Das Terrain-Problem, über das niemand spricht
Parasitenbefall ist kein Problem der Entwicklungsländer, das durch moderne Sanitärversorgung gelöst wurde. Es ist eine endemische, unterdiagnostizierte Realität in jeder Bevölkerungsgruppe. Die CDC schätzt, dass Millionen von Amerikanern Parasiten in sich tragen – viele ohne es zu wissen. Der Grund, warum dies unberücksichtigt bleibt, ist struktureller Natur: Die Schulmedizin testet nur dann auf Parasiten, wenn die Symptome akut und offensichtlich sind (Reisedurchfall, sichtbare Würmer), und die Standard-Stuhluntersuchung übersieht die Mehrheit der Parasitenarten. Man kann jahrelang eine parasitäre Belastung mit sich herumtragen – die Energie raubt, die Verdauung stört, eine Fehlregulation des Immunsystems auslöst und vage systemische Symptome hervorruft – und jeder konventionelle Test wird negativ ausfallen.

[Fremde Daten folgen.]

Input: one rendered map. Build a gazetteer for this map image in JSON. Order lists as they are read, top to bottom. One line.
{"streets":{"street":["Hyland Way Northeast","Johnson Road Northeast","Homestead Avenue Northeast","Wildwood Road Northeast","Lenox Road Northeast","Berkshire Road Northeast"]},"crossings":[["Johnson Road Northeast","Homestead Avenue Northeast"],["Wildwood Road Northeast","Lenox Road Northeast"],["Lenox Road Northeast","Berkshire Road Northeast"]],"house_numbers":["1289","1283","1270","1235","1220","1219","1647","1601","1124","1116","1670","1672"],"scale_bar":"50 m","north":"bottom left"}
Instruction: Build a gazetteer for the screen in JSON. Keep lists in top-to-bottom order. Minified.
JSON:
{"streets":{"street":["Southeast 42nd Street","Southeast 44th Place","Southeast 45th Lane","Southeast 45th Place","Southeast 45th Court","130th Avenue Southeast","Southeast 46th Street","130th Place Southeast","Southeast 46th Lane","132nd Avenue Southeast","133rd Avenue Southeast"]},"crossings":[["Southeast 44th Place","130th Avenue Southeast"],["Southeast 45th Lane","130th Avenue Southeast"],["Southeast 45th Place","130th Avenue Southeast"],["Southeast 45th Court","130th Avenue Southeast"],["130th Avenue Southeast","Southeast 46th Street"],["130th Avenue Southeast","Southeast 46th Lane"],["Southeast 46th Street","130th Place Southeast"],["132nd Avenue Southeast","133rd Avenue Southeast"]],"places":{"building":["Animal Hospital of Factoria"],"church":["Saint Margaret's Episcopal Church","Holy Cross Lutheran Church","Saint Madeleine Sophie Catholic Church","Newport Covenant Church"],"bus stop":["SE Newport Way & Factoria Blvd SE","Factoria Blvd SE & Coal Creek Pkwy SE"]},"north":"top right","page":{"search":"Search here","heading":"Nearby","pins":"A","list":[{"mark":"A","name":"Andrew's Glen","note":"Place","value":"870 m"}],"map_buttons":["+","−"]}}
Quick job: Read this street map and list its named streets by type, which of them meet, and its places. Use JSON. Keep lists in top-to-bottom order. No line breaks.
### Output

Innerhalb des „Das Rad der Gesundheit“ ist die parasitäre Belastung ein Problem der „Reinigung“, das sich auf alle anderen Säulen auswirkt. Parasiten verbrauchen Nährstoffe, bevor Sie diese aufnehmen (die Ernährung). Sie stören den Schlaf durch nächtliche Aktivitätszyklen (der Schlaf). Sie produzieren Stoffwechselabfälle, die die Leber belasten und den Darm entzünden (die Reinigung). Sie modulieren das Immunsystem, um sich selbst zu schützen, und schaffen so eine nachgelagerte Anfälligkeit für andere Infektionen und Autoimmunerkrankungen. Sie beeinflussen sogar Stimmung und Verhalten – Toxoplasma gondii ist das am besten untersuchte Beispiel, aber das Prinzip lässt sich weitreichend anwenden.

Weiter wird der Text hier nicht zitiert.